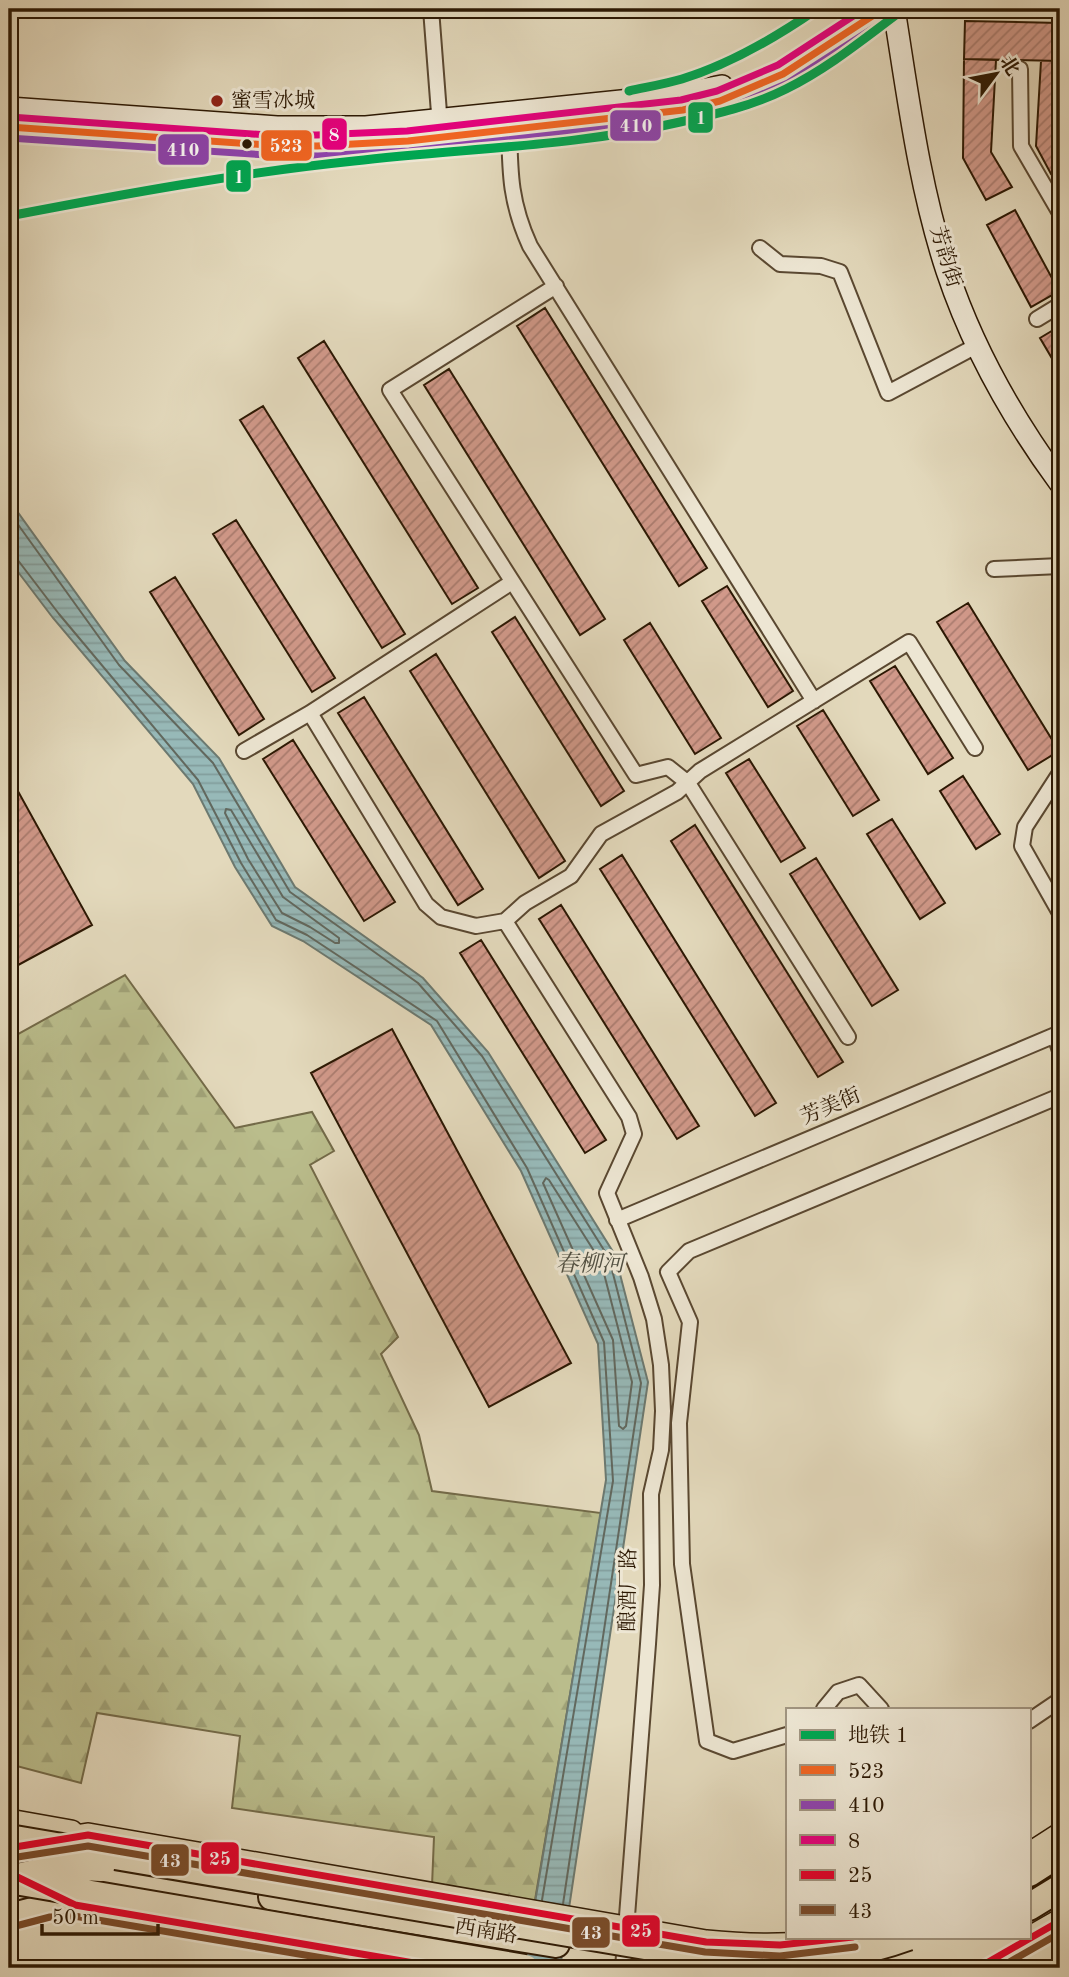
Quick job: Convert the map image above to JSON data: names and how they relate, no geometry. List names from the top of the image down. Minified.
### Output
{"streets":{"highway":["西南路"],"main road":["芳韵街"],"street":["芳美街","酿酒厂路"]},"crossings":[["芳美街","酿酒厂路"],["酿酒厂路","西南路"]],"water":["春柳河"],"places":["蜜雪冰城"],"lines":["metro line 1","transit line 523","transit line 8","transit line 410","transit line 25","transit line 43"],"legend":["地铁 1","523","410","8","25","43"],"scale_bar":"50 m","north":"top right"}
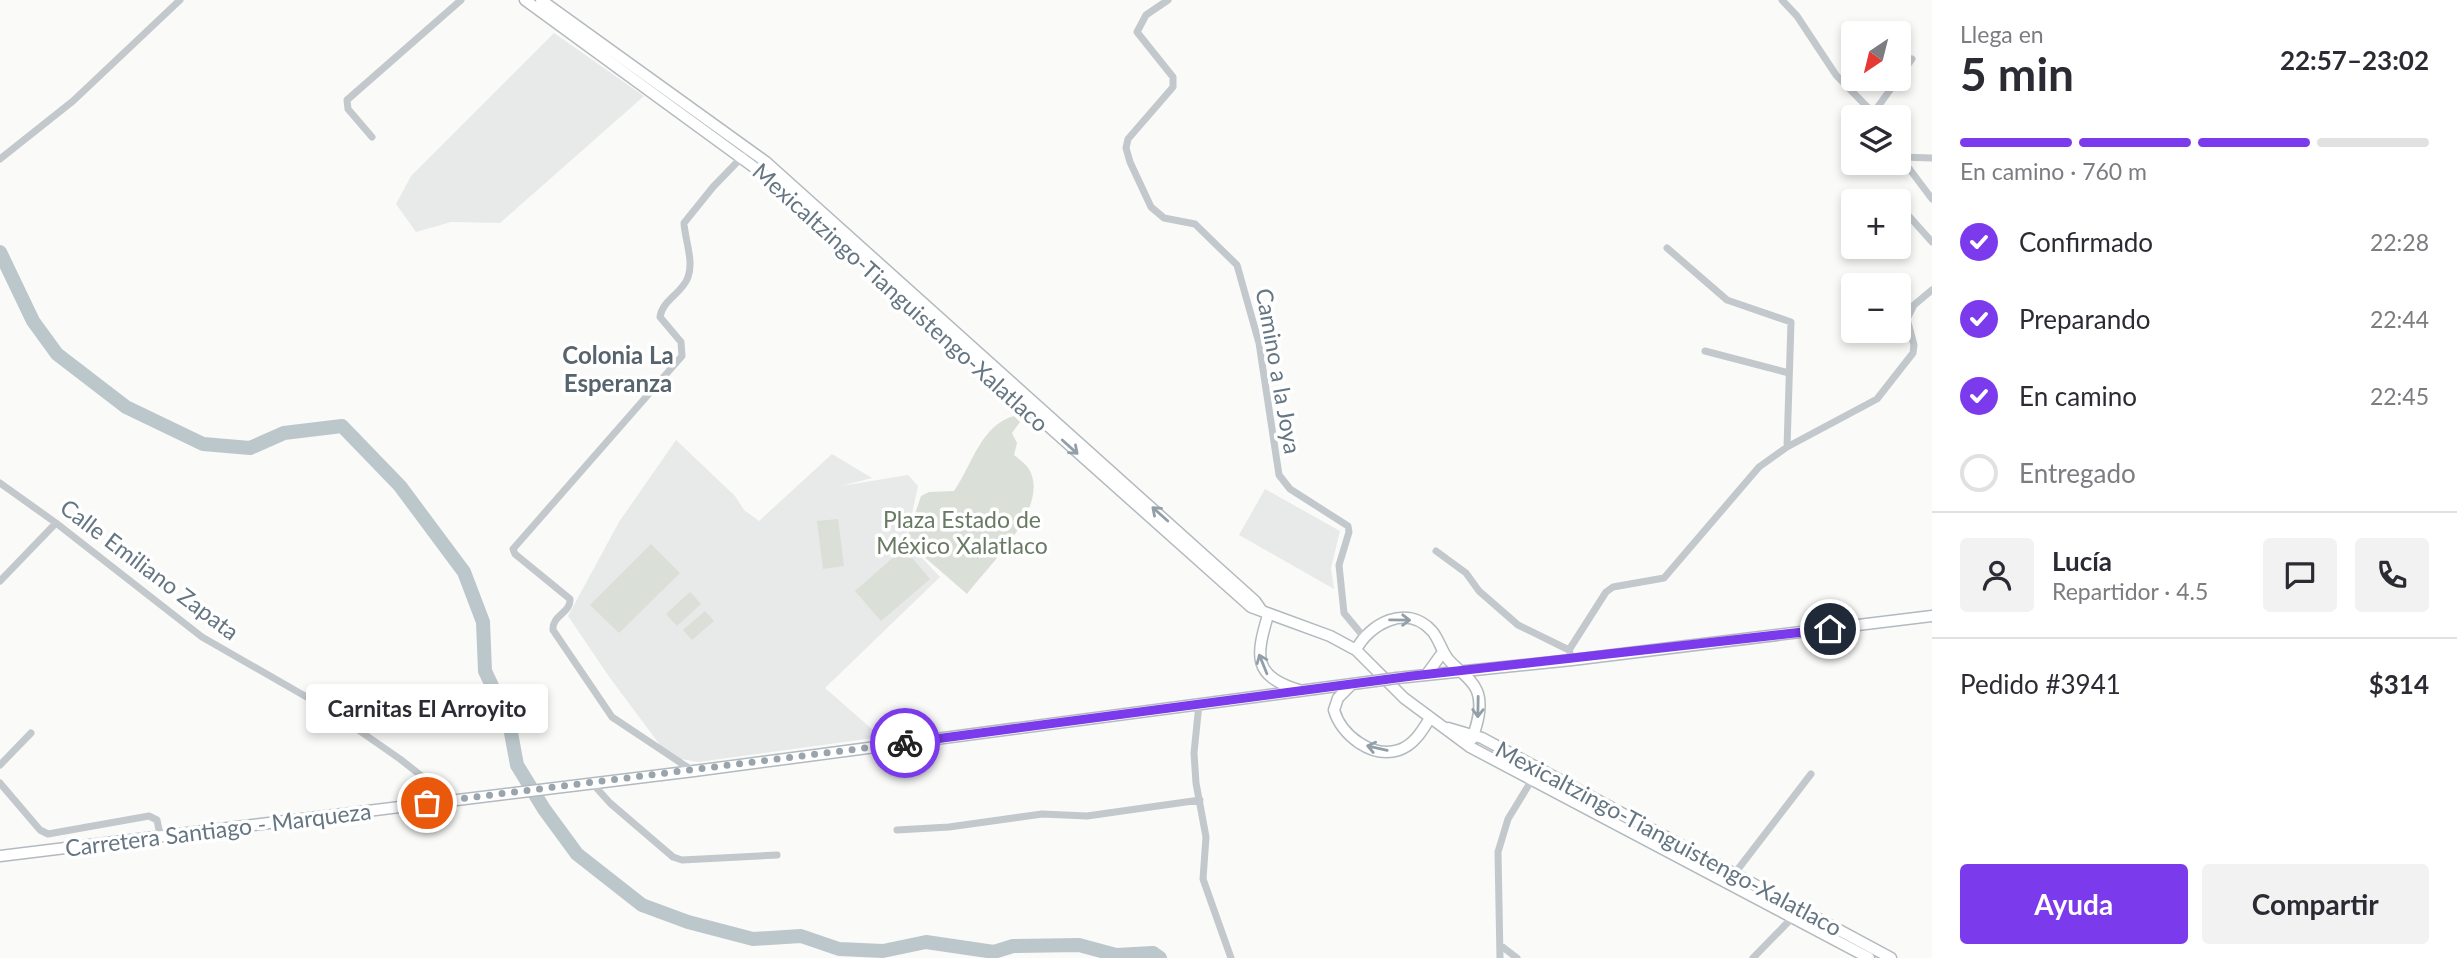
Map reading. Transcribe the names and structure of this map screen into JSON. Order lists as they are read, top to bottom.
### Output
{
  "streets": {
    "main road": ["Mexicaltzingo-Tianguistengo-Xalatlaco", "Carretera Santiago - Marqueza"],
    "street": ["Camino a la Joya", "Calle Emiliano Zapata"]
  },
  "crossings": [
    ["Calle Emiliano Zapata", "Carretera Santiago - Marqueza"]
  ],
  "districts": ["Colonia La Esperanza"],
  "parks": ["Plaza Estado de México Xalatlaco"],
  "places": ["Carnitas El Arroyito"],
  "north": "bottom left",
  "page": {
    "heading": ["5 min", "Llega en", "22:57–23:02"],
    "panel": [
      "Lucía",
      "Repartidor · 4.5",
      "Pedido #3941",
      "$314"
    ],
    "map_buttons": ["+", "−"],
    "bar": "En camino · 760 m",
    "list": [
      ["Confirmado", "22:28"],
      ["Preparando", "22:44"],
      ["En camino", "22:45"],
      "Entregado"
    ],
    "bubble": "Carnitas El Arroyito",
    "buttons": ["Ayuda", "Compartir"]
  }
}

____

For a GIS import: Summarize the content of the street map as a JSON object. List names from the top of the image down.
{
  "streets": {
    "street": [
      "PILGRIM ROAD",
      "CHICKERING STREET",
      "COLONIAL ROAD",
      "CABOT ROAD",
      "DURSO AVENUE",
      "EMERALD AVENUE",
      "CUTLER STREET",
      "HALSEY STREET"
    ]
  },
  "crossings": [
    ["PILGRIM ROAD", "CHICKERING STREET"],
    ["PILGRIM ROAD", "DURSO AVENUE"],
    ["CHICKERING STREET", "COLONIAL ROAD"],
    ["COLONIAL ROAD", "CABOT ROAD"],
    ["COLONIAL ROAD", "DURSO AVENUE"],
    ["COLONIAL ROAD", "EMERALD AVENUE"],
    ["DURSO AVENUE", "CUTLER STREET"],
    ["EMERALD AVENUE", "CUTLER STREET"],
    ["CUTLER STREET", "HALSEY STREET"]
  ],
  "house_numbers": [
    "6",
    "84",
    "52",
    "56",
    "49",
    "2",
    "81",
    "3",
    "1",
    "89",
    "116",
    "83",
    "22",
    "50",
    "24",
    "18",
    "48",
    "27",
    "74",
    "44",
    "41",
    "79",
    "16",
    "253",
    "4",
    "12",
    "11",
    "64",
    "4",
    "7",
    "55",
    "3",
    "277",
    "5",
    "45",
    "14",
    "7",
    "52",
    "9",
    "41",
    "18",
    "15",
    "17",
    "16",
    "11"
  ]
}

____

Your task – Copy out the lines of the data where the word "they" can be found.

Reply to the exercise –
Quick job: Convert the map image above to JSON data: names and how they relate, no geometry. List names from the top of the image down. Minified.
Map reading. Transcribe the names and structure of this map screen into JSON. Order lists as they are read, top to bottom.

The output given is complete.